PROBLEM TO SOLVE:
Go through the data and copy every line in which "position" appears.
****
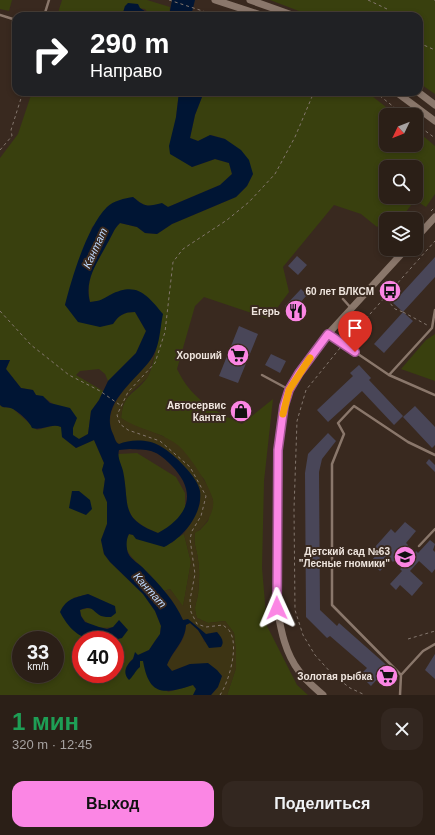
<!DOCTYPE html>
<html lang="ru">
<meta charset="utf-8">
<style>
:root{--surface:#2b1f17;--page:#332720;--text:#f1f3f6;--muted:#a6a2a1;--line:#473d36;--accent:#fb86e4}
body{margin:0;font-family:Arial,sans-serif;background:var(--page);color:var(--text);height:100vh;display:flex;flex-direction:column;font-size:15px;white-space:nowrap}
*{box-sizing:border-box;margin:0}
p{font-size:13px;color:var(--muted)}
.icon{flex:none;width:22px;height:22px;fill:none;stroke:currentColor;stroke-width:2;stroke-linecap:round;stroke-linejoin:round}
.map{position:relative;height:695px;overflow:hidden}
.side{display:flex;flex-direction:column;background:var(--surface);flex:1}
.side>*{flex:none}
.banner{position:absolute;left:12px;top:12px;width:411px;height:84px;border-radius:12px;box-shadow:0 2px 6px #0003,0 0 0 1px var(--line);background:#202124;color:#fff;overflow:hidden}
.needle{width:26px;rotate:227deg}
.tools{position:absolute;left:379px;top:108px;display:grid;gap:8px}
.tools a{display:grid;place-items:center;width:44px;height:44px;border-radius:8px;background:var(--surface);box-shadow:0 2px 6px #0003,0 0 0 1px var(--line);font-size:20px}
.speed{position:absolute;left:12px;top:631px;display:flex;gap:8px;font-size:20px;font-weight:700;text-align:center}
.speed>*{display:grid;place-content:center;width:52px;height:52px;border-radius:50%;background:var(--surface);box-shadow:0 2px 6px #0003,0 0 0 1px var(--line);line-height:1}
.speed small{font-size:10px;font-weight:400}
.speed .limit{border:6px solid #d22;background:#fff;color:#111}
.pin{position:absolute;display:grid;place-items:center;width:34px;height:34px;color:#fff;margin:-41px -17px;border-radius:50% 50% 50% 0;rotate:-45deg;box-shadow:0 0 4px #0007}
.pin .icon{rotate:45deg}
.me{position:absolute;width:44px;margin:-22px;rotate:359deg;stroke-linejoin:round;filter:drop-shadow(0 0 3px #0008)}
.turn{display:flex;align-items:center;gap:14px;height:84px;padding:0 12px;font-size:18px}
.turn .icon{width:52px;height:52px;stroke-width:2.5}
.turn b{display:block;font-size:28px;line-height:34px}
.round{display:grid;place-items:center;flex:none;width:42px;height:42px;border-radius:12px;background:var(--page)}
.head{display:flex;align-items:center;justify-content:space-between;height:68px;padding:0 12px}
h1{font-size:24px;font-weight:700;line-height:30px;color:#1e9e55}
.cta{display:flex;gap:8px;margin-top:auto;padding:8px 12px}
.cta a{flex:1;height:46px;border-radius:12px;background:var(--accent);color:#111;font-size:16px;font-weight:700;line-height:46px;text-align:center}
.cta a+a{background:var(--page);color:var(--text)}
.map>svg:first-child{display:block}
.green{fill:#39400e;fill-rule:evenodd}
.sand{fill:#3d3414}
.water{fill:#001534;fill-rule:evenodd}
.building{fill:#494658}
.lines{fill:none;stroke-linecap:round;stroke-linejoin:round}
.path{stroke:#84776e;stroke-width:1;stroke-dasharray:3 3;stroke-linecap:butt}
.lane{stroke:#8a776b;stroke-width:2.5}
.secondary{stroke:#8a776b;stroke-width:7}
.route-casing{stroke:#a35794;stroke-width:10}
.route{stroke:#fb86e4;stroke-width:7}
.slow{stroke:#f59e0b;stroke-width:7}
.labels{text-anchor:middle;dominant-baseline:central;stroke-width:4;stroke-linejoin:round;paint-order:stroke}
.poi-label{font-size:10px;font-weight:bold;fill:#efe5de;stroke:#39291f;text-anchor:end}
.water-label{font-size:11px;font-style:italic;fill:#bed9fe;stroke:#39291f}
</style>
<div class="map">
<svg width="435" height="695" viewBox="0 0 435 695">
<rect width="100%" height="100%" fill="#39291f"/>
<!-- green -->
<path class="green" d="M0 0H12L9 11 0 9Z
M62 0H147L170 7 169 16H151L145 9 125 6 122 16H57Z
M270 0H435V94L419 83V16H312Z
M32 92H179L176 117 192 167 215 159 229 163 232 174 220 185 168 207 162 204C147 207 145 207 133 197L92 227 65 305 113 324C119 315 124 312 135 312L146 331 136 353 108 381 105 374 99 369 80 371 76 375 103 391 99 400 91 411 88 434 79 439 73 436C73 419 51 398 36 395L33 390 21 388 6 369 10 360H0V158L18 134Z
M202 92H367L396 115H386V145H416V130L435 146V194L426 207 415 200 402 217H395L390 214 377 227 361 214 334 205 283 267 289 292 269 319 204 297 195 306 177 369C192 400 213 410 242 424L273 399 264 481 262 568 267 626 297 685 308 695H227L236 668V652L234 633 225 621 208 623 197 618C193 606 196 606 198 594 199 584 200 570 198 560 197 548 193 546 195 532L200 530 208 521 213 500 204 479 163 436 131 425 121 418C124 391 134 396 147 378 154 368 161 327 162 314L110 295 102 301 90 302C85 277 96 265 107 244 112 236 113 230 120 223L137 227 145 233 157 234 172 224 236 197 247 186 253 174 225 139 211 135 198 141 190 138 195 115 202 97ZM386 167H416V197H386Z
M435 334V381L401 369 426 340Z
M0 405 2 407 12 408 37 430 56 425 62 427V437L76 448 94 440 104 463 102 470 105 479 103 493 107 502V524L101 540 104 554 110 562 143 594 155 611 161 626 160 634 149 650 134 657 129 663 134 672 140 660 143 661 168 692 193 685 196 689 193 695H0ZM88 594 99 599 101 615C94 608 90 607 80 610 81 625 100 630 113 627L122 638 113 640H115V674H81V640H89L84 638 73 598ZM21 640H55V674H21Z
M137 453 176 477 185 493V509L173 525 158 533C119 517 130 506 123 472 121 465 118 460 118 454Z
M129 534 172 543 175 539 184 534 191 562 183 607 170 589 164 591C158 584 152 576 145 570 136 560 119 551 129 534Z"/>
<!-- sand -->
<path class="sand" d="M154 355 148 377 129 394 123 405 121 418C139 430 162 432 179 446 189 455 210 486 213 500 215 512 205 527 195 533 193 546 197 548 198 560 200 570 199 584 198 594 196 606 193 606 197 618L208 623 225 621 234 633 236 652V668L227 695H211L218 687 190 664 172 671 167 665C173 651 186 642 186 625L190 623C197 629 203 634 204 642L217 632 206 634 192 622 183 620 173 602 164 591 170 589 183 606 191 562 184 534 200 504V490L160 445 119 444C115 442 115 438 113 434 99 405 140 376 154 355Z"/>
<!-- water -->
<path class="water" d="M172 0H195L191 16H169Z
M128 3 138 4 140 8 151 15 147 16 140 11 137 16H122L125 6Z
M179 92H202V97L195 115 190 138 198 141 210 135 225 139 241 150 249 160 253 174 247 186 236 197 172 224 157 234 145 233 137 227 120 223C113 230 112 236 107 244 97 263 84 280 90 302 101 301 102 299 110 295 137 281 147 295 163 314 160 328 160 344 153 356 140 378 98 403 113 434 115 438 115 442 119 444 130 439 149 439 160 446 173 453 198 477 200 491 203 514 183 538 164 547L136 539 133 535 129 534C126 539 126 547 128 553 131 560 140 564 145 570 159 584 175 601 183 620L188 619 206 634 217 632C221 637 225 641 221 647L209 648 198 630 190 623 186 625C185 642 173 650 167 665L172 671 190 664 208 663 217 670 222 676 218 687 211 695H193L196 689 193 685C162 695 149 695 143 661H140V667C135 671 133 677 129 680 122 673 126 665 133 659L135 652 138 655 149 650 155 641 160 634 161 626 155 611 143 594 110 562 104 554 101 540 107 524V502L103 493 105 479 102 470 104 463 94 440 76 448 62 437 61 427C51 423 42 431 32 428 29 421 20 413 13 409 8 406 4 409 0 405V360H10L6 369 21 388 33 390 36 395 43 396 50 403 70 408 77 418 73 428V435L79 439 88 434 91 411 99 400 108 381 136 353 146 331 135 312C124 312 119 315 113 324L100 327 78 322 65 305C72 277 87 227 107 207 113 201 125 198 133 197 145 207 147 207 162 203L168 207 220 185 232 174 229 163 215 159 192 167 170 154 169 146 176 117ZM130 449C137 450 145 449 151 451 160 454 165 459 171 465 198 492 189 516 158 533 119 518 130 505 123 471 121 463 117 458 119 450Z
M72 491H79L90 500 92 509 86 515 69 508Z
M88 594 115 606 116 613 111 617C108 617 104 617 101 616 91 611 94 605 80 610L81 616 85 622 99 627 107 629 113 627 119 620 128 630 122 638C92 645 74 639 60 612 67 598 74 598 88 594Z"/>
<!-- building -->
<path class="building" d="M297 256 307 265 298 275 288 266Z
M435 257V277L403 312 413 321 384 353 374 344 403 312 393 303Z
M301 289 307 295 299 304 301 306 299 308 303 312 296 320 285 306Z
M239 326 258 334 238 383 219 376Z
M271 354 286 361 280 373 265 365Z
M359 365 371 378 369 380 403 416 394 425 362 391 328 422 317 410 353 376 350 373Z
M240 401 249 406 242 421 233 417Z
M415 406 435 427V445L432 448 403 417Z
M328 433 336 441 322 459 319 472 320 610 337 626 339 623 391 669 388 672 391 674 385 680 380 676 371 686 360 675 367 668 330 636 327 638 306 617 305 473 308 454Z
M429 459 435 465V472L426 463Z
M405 522 416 531 406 543 408 545 407 547 414 554 416 551 418 553 430 540 435 544 433 550 435 552V569L432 573 419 561 410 571 423 583 412 596 400 585 396 590 390 584 402 571 400 569 403 567 395 560 393 562 391 560 380 571 370 562 380 551 375 547 391 529 395 533Z
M435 654V679L425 670Z"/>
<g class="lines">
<!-- path -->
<path class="path" d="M169 0 218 16
M368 0 387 9 393 16
M434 0H435
M419 43 435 50
M375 92 404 115
M416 124 435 138
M0 150 12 136 11 130 23 92
M431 211 435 207
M379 290 395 309 403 312
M0 311 31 345 45 356 69 375 100 391 120 405
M403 312 427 325
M346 341 435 241
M340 348 306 390 297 421 294 509 295 610 303 635 315 655 333 675 350 688 365 695
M408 639 435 631
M220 695C229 682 239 646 230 632 229 629 225 627 223 625L206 627 197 624 191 612 190 600 195 574 190 539 192 531 201 516 206 496 190 467 160 441 128 430 120 424 117 415 128 392 155 363 165 332 173 262 183 249 227 220 249 202 275 174 295 137 314 92"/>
<!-- lane -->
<path class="lane" d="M0 15 16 20
M44 16 49 0
M380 237 386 235
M343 299 351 308
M330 335 389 375 435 395
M262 375 288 389
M389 375 432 328 435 310
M419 546 435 529
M401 675 423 651 435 644
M400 695 401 675 332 605V464L344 434 338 423 354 406 408 442 435 455"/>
<!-- secondary -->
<path class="secondary" d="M215 0 264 16
M250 0 295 16
M396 92 435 121
M418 92 435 105
M416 238 435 217
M323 695C315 688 305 680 299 671 285 653 281 630 277 608L279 450 283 406 289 390 299 373 328 334 406 249"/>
</g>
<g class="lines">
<!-- route casing -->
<g class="route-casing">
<path id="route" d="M277 608 278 450 284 406 289 390 299 373 328 334 355 352"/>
</g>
<!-- route -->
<use href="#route" class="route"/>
<!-- slow -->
<path class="slow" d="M283 414 289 390 310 358"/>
</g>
<!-- icons -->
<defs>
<g id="bus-disc" transform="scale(1.15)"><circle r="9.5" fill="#fb86e4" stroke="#39291f"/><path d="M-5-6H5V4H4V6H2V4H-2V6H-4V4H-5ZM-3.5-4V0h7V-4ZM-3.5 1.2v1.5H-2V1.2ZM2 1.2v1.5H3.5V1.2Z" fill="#111"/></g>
<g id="restaurant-disc" transform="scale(1.15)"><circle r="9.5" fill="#fb86e4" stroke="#39291f"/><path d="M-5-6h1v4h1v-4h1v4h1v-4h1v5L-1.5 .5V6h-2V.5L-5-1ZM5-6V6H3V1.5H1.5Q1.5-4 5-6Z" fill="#111"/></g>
<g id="supermarket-disc" transform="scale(1.15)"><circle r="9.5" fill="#fb86e4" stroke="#39291f"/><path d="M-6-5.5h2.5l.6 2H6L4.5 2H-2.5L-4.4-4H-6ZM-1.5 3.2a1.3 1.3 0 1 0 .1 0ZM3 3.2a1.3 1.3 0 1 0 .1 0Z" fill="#111"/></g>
<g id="shop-disc" transform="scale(1.15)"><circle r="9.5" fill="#fb86e4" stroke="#39291f"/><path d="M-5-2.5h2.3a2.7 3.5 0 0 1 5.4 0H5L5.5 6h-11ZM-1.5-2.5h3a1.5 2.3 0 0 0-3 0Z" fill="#111"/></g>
<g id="school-disc" transform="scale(1.15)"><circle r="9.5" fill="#fb86e4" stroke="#39291f"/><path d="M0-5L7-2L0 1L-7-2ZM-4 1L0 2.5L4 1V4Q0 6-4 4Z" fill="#111"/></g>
</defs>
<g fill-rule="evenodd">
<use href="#bus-disc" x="390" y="291"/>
<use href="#restaurant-disc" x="296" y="311"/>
<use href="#supermarket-disc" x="238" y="355"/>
<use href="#shop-disc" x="241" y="411"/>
<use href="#school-disc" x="405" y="557"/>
<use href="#supermarket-disc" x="387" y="676"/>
</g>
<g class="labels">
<!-- poi labels -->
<g class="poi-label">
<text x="374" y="291">60 лет ВЛКСМ</text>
<text x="280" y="311">Егерь</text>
<text x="222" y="355">Хороший</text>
<text x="226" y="405">Автосервис<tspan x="226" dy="12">Кантат</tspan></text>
<text x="390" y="551">Детский сад №63<tspan x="390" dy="12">"Лесные гномики"</tspan></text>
<text x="372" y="676">Золотая рыбка</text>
</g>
<!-- water labels -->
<g class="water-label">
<text transform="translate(95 248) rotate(-65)">Кантат</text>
<text transform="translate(150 590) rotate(48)">Кантат</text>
</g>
</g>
</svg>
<div class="tools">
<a><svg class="needle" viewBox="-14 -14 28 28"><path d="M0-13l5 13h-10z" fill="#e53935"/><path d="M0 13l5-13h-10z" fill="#a6a2a1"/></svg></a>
<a><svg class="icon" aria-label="search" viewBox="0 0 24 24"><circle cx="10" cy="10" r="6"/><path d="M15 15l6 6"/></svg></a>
<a><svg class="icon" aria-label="layers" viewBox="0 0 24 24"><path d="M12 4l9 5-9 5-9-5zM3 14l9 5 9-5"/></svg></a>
</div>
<div class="speed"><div>33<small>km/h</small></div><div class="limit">40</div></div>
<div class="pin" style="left:355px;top:352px;background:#d93025"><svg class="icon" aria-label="arrive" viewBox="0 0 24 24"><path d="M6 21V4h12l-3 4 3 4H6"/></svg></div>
<svg class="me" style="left:277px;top:608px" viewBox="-20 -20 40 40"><path d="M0-17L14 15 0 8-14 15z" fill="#fb86e4" stroke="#fff" stroke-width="4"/></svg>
<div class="banner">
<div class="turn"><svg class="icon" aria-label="right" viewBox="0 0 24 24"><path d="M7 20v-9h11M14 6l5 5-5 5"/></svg><div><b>290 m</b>Направо</div></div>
</div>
</div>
<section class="side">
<div class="head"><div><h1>1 мин</h1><p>320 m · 12:45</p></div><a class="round"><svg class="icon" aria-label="close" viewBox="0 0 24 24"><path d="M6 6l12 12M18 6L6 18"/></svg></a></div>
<div class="cta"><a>Выход</a><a>Поделиться</a></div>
</section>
****
EXERCISE ANSWER:
.map{position:relative;height:695px;overflow:hidden}
.banner{position:absolute;left:12px;top:12px;width:411px;height:84px;border-radius:12px;box-shadow:0 2px 6px #0003,0 0 0 1px var(--line);background:#202124;color:#fff;overflow:hidden}
.tools{position:absolute;left:379px;top:108px;display:grid;gap:8px}
.speed{position:absolute;left:12px;top:631px;display:flex;gap:8px;font-size:20px;font-weight:700;text-align:center}
.pin{position:absolute;display:grid;place-items:center;width:34px;height:34px;color:#fff;margin:-41px -17px;border-radius:50% 50% 50% 0;rotate:-45deg;box-shadow:0 0 4px #0007}
.me{position:absolute;width:44px;margin:-22px;rotate:359deg;stroke-linejoin:round;filter:drop-shadow(0 0 3px #0008)}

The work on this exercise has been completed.